Dunque, una vicenda di portata politico-istituzionale enorme, che avrebbe dovuto indurre ad una riflessione profonda sulla gestione del potere nell’ambito della magistratura, viene degradata a mero inciampo burocratico, che si può superare aggiungendo qualche altra parolina alla delibera, in modo da poter dire che vi è stata una motivazione adeguata. E le esigenze di trasparenza, comprensibilità e certezza, che erano alla base della formulazione del Testo Unico per la dirigenza giudiziaria? Sarà per un’altra volta! Tanto è un tipo di illegittimità a cui il Csm ha fatto l’abitudine. Certo è che, di fronte allo spettacolo offerto da quest’organo di rilievo costituzionale, diventa difficile comprendere le ragioni di chi si oppone ad una radicale riforma del sistema di nomina dei componenti del Csm e si limita a proporre modifiche di mera facciata. Diventa così evidente, anche sotto questo profilo, l’importanza dei referendum sulla giustizia. Solo un vasto movimento popolare favorevole ai quesiti referendari potrà incrinare quel patto di solidarietà, esistente tra magistratura e alcune forze politiche, volto a lasciare, a dispetto di tutto, le cose come stanno.
Il livello scadente raggiunto dalla lotta tra correnti è confermato dal falso scoop pubblicato sabato da Repubblica e di evidente provenienza giudiziaria.
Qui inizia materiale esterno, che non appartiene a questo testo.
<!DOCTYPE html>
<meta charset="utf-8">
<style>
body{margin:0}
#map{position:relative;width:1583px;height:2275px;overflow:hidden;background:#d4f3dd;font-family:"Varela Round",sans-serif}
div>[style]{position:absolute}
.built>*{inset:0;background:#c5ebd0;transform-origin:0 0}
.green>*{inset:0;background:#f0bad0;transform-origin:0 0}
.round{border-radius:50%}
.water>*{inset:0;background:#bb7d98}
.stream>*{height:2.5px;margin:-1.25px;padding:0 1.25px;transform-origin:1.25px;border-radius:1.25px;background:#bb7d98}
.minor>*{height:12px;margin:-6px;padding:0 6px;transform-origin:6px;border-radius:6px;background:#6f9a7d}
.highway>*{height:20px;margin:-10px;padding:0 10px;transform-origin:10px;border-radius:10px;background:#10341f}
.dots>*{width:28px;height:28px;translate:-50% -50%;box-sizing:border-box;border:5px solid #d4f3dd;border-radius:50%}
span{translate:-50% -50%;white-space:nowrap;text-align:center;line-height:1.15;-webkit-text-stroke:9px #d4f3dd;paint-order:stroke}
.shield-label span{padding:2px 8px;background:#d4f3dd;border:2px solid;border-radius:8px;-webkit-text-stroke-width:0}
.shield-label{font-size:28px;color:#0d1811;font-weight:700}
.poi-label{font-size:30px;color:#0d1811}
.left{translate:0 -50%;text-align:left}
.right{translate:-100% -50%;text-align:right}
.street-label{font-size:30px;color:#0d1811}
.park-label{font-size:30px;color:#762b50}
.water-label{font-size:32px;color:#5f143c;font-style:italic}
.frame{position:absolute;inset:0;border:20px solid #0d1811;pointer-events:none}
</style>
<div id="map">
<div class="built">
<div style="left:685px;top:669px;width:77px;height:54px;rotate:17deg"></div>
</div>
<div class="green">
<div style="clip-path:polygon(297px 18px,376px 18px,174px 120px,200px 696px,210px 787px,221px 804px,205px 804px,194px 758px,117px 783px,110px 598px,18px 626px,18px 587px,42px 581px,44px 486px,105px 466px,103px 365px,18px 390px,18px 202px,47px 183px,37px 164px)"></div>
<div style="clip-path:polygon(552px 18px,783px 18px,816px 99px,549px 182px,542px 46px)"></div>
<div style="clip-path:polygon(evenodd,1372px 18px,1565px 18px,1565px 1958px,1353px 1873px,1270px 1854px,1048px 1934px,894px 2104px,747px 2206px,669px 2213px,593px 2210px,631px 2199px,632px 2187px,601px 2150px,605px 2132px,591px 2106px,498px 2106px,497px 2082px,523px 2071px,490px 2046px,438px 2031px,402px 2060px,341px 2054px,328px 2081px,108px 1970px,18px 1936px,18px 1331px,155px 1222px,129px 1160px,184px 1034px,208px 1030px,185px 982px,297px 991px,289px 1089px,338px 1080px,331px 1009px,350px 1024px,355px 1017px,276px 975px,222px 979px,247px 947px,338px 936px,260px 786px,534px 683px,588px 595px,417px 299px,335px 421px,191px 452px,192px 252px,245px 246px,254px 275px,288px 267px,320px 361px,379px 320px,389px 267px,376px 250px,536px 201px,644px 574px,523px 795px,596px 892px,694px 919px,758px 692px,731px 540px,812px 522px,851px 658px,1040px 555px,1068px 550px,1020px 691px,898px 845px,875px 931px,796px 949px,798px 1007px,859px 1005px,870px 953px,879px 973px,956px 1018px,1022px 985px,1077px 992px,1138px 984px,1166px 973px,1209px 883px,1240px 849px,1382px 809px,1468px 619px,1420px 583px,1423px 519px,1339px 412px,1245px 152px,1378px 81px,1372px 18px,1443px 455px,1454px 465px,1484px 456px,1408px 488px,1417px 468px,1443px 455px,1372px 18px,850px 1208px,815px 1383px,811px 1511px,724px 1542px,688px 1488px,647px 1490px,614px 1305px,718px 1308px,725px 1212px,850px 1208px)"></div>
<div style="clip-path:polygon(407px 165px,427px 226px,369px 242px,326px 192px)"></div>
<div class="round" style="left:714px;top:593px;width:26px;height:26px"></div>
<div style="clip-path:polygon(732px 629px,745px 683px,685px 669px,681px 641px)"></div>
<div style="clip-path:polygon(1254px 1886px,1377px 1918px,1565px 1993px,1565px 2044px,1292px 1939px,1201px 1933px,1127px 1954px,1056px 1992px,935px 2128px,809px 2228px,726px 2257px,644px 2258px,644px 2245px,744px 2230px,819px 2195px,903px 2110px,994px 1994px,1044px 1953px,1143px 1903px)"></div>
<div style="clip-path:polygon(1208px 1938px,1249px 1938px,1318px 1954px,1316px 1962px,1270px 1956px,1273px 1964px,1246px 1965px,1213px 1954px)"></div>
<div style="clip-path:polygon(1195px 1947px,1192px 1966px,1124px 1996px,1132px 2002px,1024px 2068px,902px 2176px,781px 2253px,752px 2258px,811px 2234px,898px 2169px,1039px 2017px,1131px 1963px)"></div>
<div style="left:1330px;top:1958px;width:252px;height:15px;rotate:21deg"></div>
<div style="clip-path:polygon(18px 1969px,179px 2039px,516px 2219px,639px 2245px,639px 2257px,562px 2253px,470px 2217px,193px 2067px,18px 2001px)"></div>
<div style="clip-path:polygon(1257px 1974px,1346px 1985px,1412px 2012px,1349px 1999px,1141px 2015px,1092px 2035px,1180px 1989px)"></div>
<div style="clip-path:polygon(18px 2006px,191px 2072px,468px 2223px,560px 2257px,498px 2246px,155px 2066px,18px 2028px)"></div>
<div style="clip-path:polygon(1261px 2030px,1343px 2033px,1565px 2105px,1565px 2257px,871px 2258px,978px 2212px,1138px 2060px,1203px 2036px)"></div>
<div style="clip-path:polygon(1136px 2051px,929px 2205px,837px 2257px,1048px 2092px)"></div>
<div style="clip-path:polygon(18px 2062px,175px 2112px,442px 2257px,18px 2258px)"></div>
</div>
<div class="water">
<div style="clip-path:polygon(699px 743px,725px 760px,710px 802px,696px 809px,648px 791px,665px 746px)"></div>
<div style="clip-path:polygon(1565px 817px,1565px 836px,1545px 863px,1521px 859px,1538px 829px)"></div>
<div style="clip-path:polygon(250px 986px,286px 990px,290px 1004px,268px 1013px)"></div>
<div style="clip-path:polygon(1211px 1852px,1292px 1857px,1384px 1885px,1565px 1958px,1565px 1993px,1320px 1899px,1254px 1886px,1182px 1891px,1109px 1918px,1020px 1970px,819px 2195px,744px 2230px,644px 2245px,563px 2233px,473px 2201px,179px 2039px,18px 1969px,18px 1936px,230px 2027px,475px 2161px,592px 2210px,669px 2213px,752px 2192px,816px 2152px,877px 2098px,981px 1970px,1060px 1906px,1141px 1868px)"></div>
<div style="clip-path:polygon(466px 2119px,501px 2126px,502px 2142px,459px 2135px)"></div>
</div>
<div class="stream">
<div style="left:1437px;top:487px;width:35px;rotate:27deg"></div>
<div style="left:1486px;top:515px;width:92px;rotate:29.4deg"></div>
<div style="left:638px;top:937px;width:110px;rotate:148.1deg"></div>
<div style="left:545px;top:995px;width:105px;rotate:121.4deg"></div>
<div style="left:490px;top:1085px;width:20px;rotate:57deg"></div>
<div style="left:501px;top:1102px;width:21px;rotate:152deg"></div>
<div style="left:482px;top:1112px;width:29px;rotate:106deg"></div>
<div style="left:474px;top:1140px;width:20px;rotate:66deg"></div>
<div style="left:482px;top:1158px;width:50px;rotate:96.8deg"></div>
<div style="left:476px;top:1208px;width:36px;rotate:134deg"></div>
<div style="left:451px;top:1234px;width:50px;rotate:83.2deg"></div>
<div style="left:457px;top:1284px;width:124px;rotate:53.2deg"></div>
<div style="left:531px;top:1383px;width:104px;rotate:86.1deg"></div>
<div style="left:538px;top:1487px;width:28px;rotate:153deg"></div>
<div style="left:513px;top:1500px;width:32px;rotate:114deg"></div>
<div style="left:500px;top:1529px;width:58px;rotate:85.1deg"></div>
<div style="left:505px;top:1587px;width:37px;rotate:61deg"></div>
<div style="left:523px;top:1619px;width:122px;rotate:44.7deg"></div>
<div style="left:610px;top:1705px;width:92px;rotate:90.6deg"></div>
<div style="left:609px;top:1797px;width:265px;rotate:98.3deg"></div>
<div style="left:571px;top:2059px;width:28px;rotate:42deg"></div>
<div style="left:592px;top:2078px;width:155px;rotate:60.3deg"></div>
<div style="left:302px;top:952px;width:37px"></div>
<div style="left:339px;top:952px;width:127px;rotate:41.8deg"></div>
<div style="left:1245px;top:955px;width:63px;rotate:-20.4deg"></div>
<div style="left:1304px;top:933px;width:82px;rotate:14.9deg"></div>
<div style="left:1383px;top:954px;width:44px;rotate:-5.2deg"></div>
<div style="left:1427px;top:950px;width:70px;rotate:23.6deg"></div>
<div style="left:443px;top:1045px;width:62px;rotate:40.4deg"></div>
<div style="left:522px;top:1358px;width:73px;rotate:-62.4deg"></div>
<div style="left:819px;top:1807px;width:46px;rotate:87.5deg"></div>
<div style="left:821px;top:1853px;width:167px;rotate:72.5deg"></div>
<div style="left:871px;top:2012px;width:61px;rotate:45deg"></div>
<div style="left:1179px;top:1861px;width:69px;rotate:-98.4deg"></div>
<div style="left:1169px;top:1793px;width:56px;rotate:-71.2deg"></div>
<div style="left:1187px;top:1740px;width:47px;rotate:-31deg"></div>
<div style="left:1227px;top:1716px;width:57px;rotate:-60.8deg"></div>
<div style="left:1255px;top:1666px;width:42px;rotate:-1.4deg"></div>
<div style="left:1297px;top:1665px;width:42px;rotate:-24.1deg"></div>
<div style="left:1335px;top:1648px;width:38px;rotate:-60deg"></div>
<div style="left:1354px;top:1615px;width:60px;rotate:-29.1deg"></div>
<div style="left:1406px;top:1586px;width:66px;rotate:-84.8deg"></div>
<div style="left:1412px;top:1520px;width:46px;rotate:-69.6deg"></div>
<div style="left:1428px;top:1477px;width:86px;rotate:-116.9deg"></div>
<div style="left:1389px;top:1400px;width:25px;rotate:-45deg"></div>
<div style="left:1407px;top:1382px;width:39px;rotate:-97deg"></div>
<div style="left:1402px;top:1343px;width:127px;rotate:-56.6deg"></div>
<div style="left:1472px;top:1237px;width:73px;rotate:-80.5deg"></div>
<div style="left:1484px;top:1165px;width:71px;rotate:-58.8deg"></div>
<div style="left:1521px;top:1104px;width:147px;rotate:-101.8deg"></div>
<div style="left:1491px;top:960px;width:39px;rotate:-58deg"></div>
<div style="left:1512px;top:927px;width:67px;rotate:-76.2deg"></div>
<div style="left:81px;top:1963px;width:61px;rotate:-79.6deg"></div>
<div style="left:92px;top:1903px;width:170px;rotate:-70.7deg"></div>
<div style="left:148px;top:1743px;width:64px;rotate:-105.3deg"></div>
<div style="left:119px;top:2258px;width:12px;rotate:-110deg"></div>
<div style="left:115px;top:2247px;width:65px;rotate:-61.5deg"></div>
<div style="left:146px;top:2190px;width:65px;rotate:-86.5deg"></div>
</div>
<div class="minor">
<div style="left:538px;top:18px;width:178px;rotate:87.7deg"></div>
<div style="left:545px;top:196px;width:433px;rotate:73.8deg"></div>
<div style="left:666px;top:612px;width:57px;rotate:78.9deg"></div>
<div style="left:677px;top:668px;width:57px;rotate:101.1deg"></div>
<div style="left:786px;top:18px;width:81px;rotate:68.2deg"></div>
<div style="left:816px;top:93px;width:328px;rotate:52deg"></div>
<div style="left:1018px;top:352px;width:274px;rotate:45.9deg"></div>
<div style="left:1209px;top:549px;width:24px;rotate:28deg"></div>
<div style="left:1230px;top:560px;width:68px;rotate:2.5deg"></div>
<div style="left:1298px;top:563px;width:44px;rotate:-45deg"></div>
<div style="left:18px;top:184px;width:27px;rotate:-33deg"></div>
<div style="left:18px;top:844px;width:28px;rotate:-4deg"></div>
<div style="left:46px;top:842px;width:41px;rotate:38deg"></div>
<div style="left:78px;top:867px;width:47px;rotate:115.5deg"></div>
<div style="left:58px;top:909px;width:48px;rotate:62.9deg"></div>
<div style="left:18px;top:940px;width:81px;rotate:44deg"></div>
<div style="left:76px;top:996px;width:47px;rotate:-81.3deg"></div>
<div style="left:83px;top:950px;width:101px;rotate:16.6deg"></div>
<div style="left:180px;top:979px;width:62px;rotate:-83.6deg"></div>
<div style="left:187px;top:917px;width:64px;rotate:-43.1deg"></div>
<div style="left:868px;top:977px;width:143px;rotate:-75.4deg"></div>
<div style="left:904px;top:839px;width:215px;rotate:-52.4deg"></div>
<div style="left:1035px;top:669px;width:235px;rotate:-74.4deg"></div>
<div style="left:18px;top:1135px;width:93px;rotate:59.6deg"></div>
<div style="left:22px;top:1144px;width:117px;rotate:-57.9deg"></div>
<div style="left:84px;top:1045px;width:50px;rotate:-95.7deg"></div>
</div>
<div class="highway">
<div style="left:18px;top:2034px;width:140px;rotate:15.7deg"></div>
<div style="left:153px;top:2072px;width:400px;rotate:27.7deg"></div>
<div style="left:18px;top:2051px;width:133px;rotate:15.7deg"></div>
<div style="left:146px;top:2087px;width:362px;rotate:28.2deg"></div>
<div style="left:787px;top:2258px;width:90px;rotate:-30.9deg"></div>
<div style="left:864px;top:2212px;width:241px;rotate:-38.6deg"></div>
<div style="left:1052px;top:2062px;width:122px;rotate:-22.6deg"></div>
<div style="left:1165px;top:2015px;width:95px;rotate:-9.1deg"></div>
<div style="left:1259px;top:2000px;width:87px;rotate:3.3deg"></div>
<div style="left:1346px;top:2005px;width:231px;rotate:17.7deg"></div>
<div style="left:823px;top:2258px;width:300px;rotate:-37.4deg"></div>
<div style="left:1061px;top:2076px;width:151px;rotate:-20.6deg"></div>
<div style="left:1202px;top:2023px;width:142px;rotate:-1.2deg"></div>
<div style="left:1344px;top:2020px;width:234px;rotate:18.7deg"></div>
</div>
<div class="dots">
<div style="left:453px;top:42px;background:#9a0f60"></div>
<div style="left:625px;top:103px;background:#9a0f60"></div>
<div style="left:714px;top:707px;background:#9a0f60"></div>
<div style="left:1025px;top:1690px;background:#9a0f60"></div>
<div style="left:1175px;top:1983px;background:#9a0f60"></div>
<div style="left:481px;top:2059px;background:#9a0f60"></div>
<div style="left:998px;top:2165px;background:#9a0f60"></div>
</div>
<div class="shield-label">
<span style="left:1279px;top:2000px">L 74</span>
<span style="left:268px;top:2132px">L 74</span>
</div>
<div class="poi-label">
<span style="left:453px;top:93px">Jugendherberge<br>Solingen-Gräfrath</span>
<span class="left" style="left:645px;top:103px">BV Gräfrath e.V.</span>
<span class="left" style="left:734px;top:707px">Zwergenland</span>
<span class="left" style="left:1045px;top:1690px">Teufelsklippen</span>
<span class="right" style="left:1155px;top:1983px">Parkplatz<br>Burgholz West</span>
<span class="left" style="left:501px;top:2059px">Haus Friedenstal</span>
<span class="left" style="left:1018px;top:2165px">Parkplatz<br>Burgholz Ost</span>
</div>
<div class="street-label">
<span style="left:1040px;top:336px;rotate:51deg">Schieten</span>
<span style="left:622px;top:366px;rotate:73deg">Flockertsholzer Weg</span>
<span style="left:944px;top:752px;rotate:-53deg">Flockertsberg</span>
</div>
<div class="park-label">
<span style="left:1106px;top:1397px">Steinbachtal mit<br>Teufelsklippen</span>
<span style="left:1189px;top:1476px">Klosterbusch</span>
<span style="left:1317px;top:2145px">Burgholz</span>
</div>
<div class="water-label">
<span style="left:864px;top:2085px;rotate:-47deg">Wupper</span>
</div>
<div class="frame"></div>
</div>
Si riferisce che il relatore delle decisioni sarebbe approdato, cinque anni fa, al Consiglio di Stato, essendo risultato primo a seguito di un concorso nella cui commissione era presente anche il magistrato, il cui ricorso è stato accolto. All’evidente assenza di qualsiasi ragione di astensione, non stabilendosi alcun rapporto tra candidato e commissario, una volta superato definitivamente e da tempo il momento dell’esame, occorre aggiungere che si fa finta di ignorare che una decisione di questa portata non può non aver visto il consapevole coinvolgimento di tutti i componenti del Collegio, a cominciare dal presidente.
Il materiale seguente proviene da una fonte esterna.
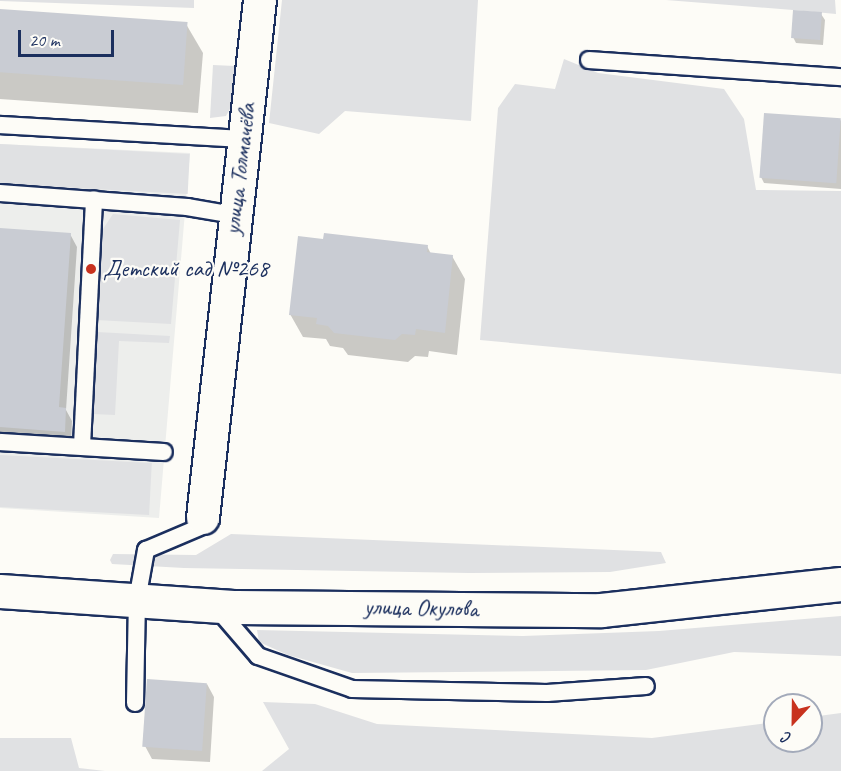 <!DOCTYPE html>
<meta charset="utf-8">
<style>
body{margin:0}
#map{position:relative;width:841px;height:771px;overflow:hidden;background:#fdfcf7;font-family:Caveat,sans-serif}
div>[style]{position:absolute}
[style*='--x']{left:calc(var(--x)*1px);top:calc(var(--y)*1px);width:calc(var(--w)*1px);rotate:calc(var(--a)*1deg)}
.built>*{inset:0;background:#edeeec}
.green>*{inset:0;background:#e0e1e3;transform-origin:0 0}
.shadow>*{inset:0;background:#0003}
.building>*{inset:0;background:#c9ccd3;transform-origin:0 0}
.roads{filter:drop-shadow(2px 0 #1b2f5e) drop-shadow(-2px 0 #1b2f5e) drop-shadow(0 2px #1b2f5e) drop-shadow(0 -2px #1b2f5e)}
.lane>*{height:16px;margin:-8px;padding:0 8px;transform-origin:8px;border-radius:8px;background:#fdfcf7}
.street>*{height:32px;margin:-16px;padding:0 16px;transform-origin:16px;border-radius:16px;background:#fdfcf7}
.secondary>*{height:33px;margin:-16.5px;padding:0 16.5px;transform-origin:16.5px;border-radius:16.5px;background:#fdfcf7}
.dots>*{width:16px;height:16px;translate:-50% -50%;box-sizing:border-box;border:3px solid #fdfcf7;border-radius:50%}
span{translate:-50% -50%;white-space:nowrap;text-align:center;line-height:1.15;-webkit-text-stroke:4.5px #fdfcf7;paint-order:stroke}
.street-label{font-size:24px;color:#1b2f5e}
.poi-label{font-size:24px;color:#1b2f5e}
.left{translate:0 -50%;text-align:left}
.north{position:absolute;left:763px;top:693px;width:60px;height:60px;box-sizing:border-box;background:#fdfcf7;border:2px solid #a3aaba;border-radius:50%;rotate:202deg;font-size:16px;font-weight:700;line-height:24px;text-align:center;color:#1b2f5e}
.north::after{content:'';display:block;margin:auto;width:21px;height:27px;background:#c8321e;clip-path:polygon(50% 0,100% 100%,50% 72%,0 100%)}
.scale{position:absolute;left:18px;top:30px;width:96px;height:27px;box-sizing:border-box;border:3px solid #1b2f5e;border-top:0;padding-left:8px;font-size:18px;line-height:21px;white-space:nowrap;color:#1b2f5e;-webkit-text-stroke:4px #fdfcf7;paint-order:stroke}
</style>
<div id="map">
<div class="built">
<i style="clip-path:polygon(0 144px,190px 153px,159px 518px,0 508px)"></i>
</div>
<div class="green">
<i style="clip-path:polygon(194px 0,194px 8px,0 1px,0 0)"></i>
<i style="clip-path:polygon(282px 0,478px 0,471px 121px,345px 111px,319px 134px,269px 123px)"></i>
<i style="clip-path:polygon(666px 0,835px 0,836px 14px,793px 10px)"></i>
<i style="clip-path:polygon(564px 59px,598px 73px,724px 89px,744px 119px,756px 190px,841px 191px,841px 374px,480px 340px,498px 108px,515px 84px,555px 89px)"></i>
<i style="clip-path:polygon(213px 65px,235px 66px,230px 109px,226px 116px,210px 118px)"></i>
<i style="left:0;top:144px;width:190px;height:40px;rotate:3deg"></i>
<i style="clip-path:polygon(113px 214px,180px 220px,171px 324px,96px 320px,103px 229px)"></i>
<i style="clip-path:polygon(97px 332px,170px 336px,169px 343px,119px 341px,115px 415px,92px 414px)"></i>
<i style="left:0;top:455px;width:152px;height:52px;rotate:3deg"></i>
<i style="clip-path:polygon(231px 534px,661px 552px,666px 563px,610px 572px,469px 573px,184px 568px,112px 564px,110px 560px,113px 554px,196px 555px)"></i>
<i style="clip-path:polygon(841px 616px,841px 656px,734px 652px,646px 670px,352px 673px,288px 655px,259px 642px,257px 630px,523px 636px,659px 631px)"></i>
<i style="clip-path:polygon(263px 702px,315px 704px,377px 724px,652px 738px,775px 722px,775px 741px,811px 741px,811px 717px,841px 713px,841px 771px,262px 771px,289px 749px)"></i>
<i style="clip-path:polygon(0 738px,71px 738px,79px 768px,105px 771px,0 771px)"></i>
</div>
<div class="shadow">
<i style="clip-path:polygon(0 11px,186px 24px,203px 53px,198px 113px,0 99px)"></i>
<i style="clip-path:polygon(821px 14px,825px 20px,823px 45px,796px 43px,793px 37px)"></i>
<i style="clip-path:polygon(841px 120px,841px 189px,764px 183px,761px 177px)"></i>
<i style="clip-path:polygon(0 229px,70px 234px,77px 247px,66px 410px,72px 421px,71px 443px,0 438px)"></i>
<i style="clip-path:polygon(427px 246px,431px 254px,452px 256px,465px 279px,457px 355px,429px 351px,428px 357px,415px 356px,408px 362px,348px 355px,343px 348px,330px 346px,326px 339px,303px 337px,290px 314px)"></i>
<i style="clip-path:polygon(207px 684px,214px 697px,210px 762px,152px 759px,145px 746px)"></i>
</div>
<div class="building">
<i style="left:0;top:9px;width:188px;height:63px;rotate:4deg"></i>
<i style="left:793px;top:10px;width:29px;height:28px;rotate:4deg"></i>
<i style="left:764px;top:113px;width:77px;height:65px;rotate:4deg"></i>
<i style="clip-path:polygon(0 228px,71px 233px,59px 407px,66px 408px,65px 432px,0 427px)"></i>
<i style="clip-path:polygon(324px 233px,428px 245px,427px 252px,453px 255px,445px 333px,416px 329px,415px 335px,402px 334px,395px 340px,334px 333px,328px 326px,316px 324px,317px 318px,289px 315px,298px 236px,323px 239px)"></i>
<i style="left:147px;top:679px;width:60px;height:68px;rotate:4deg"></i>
</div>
<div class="roads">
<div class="lane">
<i style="--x:589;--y:60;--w:253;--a:3.9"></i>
<i style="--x:0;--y:125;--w:244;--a:3.3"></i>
<i style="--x:0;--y:193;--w:188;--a:4.3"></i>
<i style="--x:187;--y:207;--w:48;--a:9.7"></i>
<i style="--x:0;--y:442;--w:164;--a:3.5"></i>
<i style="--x:82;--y:446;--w:247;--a:-87.2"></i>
<i style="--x:215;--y:606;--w:66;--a:49.3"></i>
<i style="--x:258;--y:656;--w:100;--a:19.3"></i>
<i style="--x:352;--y:689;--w:195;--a:1.2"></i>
<i style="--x:547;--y:693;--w:99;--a:-4"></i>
<i style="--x:135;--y:703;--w:103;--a:-88.9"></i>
<i style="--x:137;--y:600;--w:51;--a:-79.8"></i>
<i style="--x:146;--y:550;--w:64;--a:-23"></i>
<i style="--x:205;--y:525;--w:6;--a:-108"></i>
</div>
<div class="street">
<i style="--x:203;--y:518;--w:521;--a:-83.72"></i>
</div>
<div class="secondary">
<i style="--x:0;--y:591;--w:237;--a:3.9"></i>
<i style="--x:236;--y:607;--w:365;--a:0.5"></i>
<i style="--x:601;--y:610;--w:241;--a:-6.2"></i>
</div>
</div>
<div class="dots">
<i style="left:91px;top:269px;background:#c8321e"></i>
</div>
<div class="street-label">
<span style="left:240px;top:169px;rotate:-83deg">улица Толмачёва</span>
<span style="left:421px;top:608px;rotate:1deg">улица Окулова</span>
</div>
<div class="poi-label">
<span class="left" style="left:103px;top:269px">Детский сад №268</span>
</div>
<div class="north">С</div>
<div class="scale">20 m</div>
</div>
Un’ultima notazione. È davvero singolare la disinvoltura con cui in magistratura si utilizzano le regole per l’attribuzione degli incarichi, specie se rapportata al numero delle inchieste che vedono sul banco degli imputati, tra gli altri, pubblici amministratori e professori universitari, appena vi è un sospetto, anche larvato, di favoritismi. Ed è impressionante come, in questi casi, la magistratura si erga a paladina inflessibile di regole, di cui capita anche che non comprenda neppure il senso.